Bachir introduced the notion conjugate $f^\times$ of $f:X\to\mathbb{R}$ as $$f^\times (\phi) := \sup_{x\in X}\{\phi(x) - f(x)\}$$ for all $\phi\in C_b(X),$ the set of all bounded real-valued continuous functions on $X.$

Question: Do we have convex conjugate for vector-valued function? More precisely, if $E$ is a Banach space, can we define convex conjugate of $f:X\to E$ by $$\tilde{f}^\times(\phi) = \sup_{x\in X}\{\|\phi(x)\| - \|f(x)\|\}$$ for all $\phi\in C_b(X,E),$ the set of all bounded $E$-valued continuous functions on $X?$


1 Answer 1


I haven't seen this notion. Also note that Bachir did not use the whole space of continuous bounded functions for $\phi$ but certain subsets (doesn't the biconjugate get weird if you use the full space?).

Two pointers:

  • There are various notions of abstract convexity and some of them do feature a generalized notion of conjugation (I would start to look as Singer's "Abstract Convex Analysis").

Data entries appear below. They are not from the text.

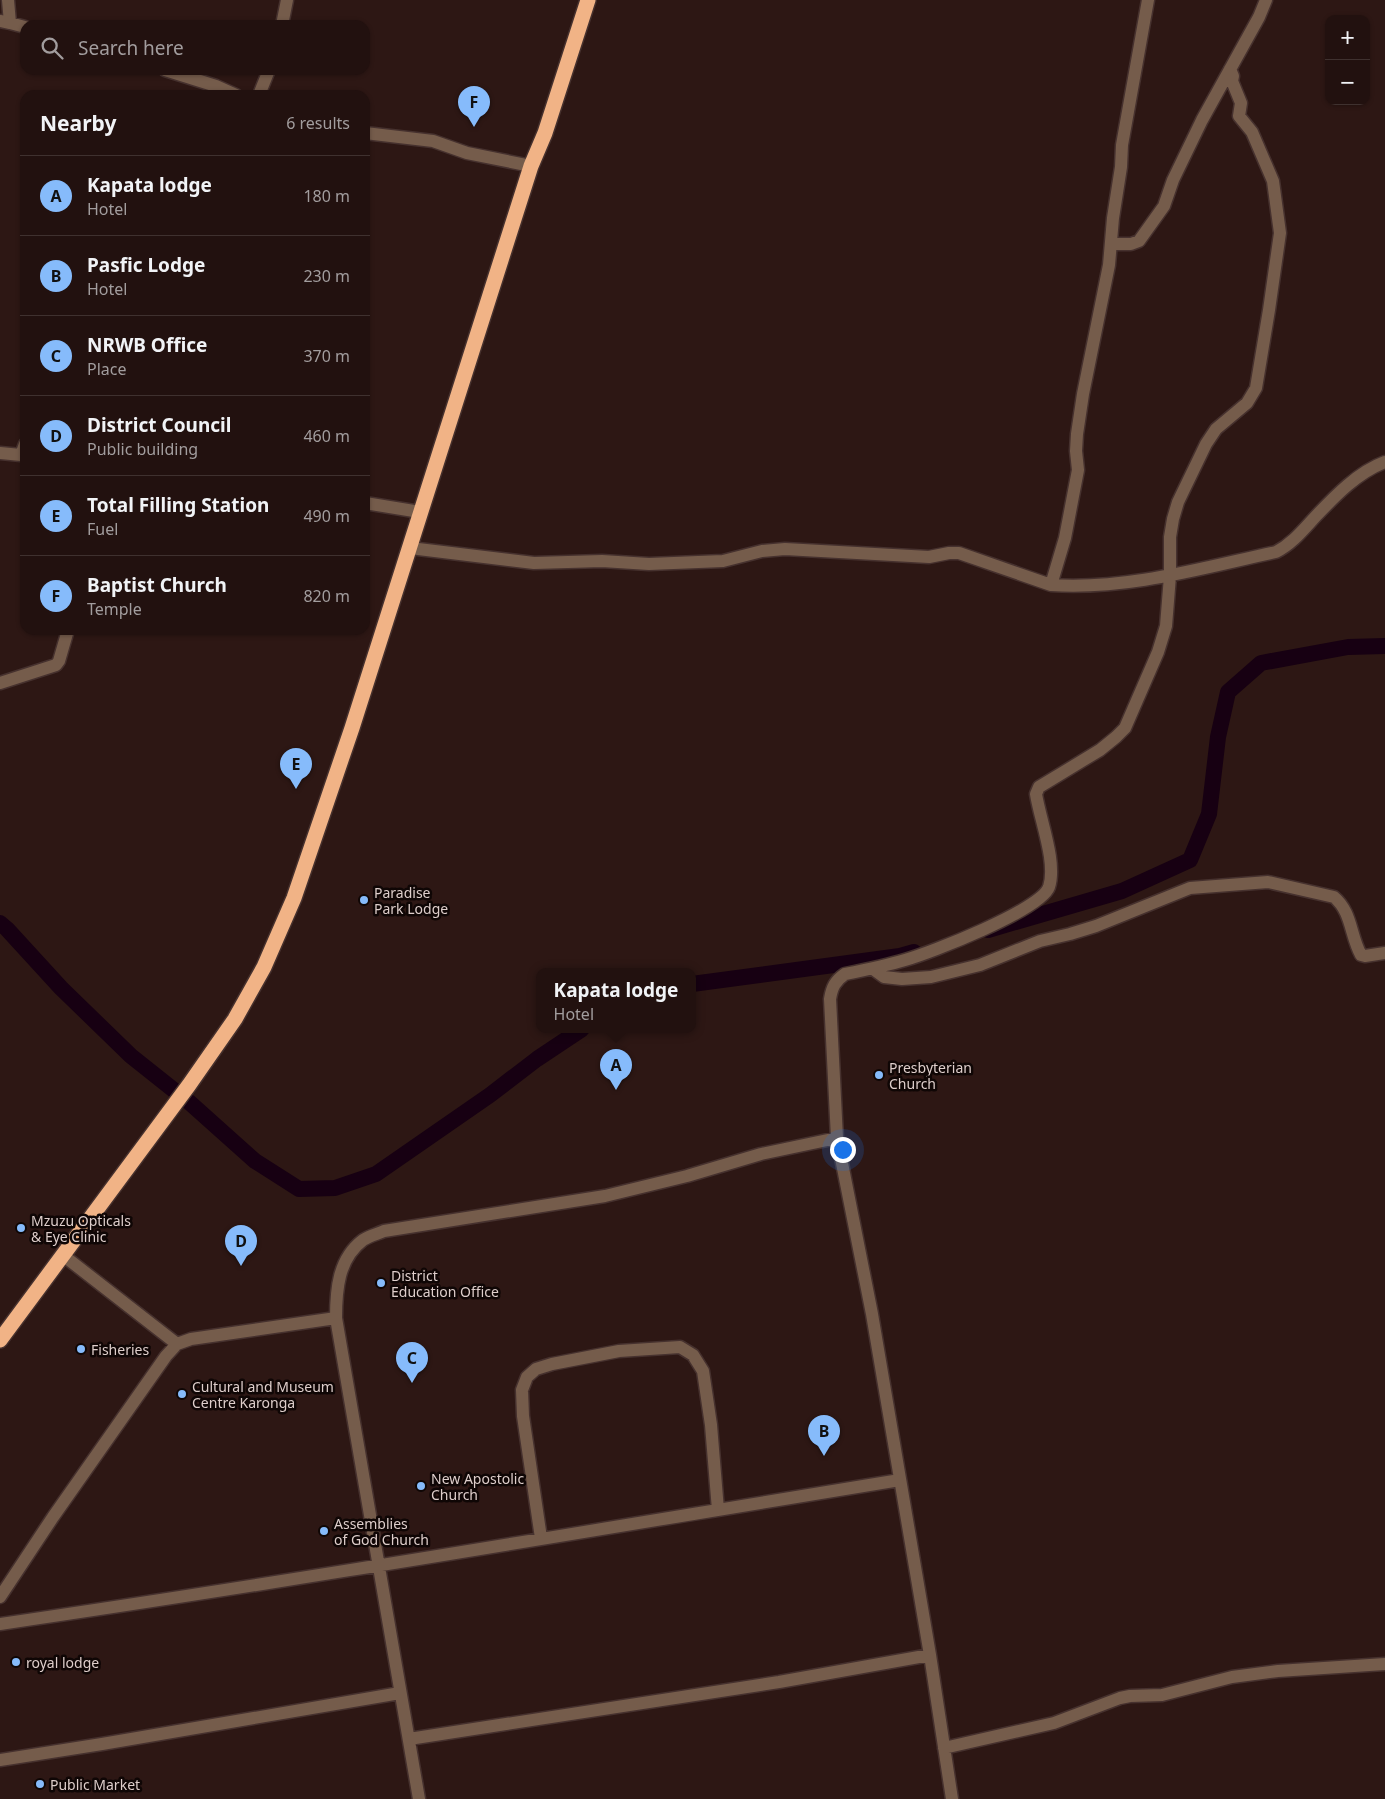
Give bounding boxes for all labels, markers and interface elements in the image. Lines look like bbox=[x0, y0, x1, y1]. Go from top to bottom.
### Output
map controls bbox=[1325, 15, 1370, 105]
button: + bbox=[1325, 15, 1370, 60]
search box bbox=[20, 20, 370, 75]
icon: search bbox=[38, 34, 66, 62]
text: Search here bbox=[78, 35, 184, 61]
button: − bbox=[1325, 60, 1370, 105]
pin: F bbox=[458, 86, 490, 127]
text: Nearby bbox=[40, 109, 116, 137]
text: 6 results bbox=[286, 112, 350, 134]
text: Kapata lodge bbox=[87, 172, 212, 198]
text: A bbox=[50, 185, 62, 207]
text: 180 m bbox=[303, 185, 350, 207]
text: Hotel bbox=[87, 198, 127, 220]
text: Pasfic Lodge bbox=[87, 252, 205, 278]
text: B bbox=[51, 265, 61, 287]
text: 230 m bbox=[303, 265, 350, 287]
text: Hotel bbox=[87, 278, 127, 300]
text: NRWB Office bbox=[87, 332, 207, 358]
text: C bbox=[51, 345, 61, 367]
text: 370 m bbox=[303, 345, 350, 367]
text: Place bbox=[87, 358, 127, 380]
text: District Council bbox=[87, 412, 231, 438]
text: D bbox=[50, 425, 62, 447]
text: 460 m bbox=[303, 425, 350, 447]
text: Public building bbox=[87, 438, 198, 460]
text: Total Filling Station bbox=[87, 492, 269, 518]
text: E bbox=[52, 505, 60, 527]
text: 490 m bbox=[303, 505, 350, 527]
text: Fuel bbox=[87, 518, 118, 540]
text: Baptist Church bbox=[87, 572, 227, 598]
text: F bbox=[52, 585, 60, 607]
text: 820 m bbox=[303, 585, 350, 607]
text: Temple bbox=[87, 598, 142, 620]
pin: E bbox=[280, 748, 312, 789]
place label: Paradise Park Lodge bbox=[374, 883, 448, 918]
marker: Paradise Park Lodge bbox=[358, 894, 370, 906]
popup bbox=[536, 968, 696, 1033]
text: Kapata lodge bbox=[554, 977, 678, 1003]
text: Hotel bbox=[554, 1003, 594, 1025]
pin: A bbox=[600, 1049, 632, 1090]
place label: Presbyterian Church bbox=[889, 1058, 972, 1093]
marker: Presbyterian Church bbox=[873, 1069, 885, 1081]
your location bbox=[830, 1137, 856, 1163]
place label: Mzuzu Opticals & Eye Clinic bbox=[31, 1211, 131, 1246]
marker: Mzuzu Opticals & Eye Clinic bbox=[15, 1222, 27, 1234]
pin: D bbox=[225, 1225, 257, 1266]
place label: District Education Office bbox=[391, 1266, 499, 1301]
marker: District Education Office bbox=[375, 1277, 387, 1289]
place label: Fisheries bbox=[91, 1340, 149, 1359]
pin: C bbox=[396, 1342, 428, 1383]
marker: Fisheries bbox=[75, 1343, 87, 1355]
place label: Cultural and Museum Centre Karonga bbox=[192, 1377, 334, 1412]
marker: Cultural and Museum Centre Karonga bbox=[176, 1388, 188, 1400]
pin: B bbox=[808, 1415, 840, 1456]
place label: New Apostolic Church bbox=[431, 1469, 524, 1504]
marker: New Apostolic Church bbox=[415, 1480, 427, 1492]
place label: Assemblies of God Church bbox=[334, 1514, 429, 1549]
marker: Assemblies of God Church bbox=[318, 1525, 330, 1537]
place label: royal lodge bbox=[26, 1653, 99, 1672]
marker: royal lodge bbox=[10, 1656, 22, 1668]
place label: Public Market bbox=[50, 1775, 140, 1794]
marker: Public Market bbox=[34, 1778, 46, 1790]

  • There is the notion of $c$-convexity, and $c$-conjugation used in optimal transport (see the books "Optimal Transport for Applied Mathematicians" by Santambrogio or "Topics in Optimal Transportation" by Villani, for example). This does not generalize to vector valued functions, but may still be worth looking at.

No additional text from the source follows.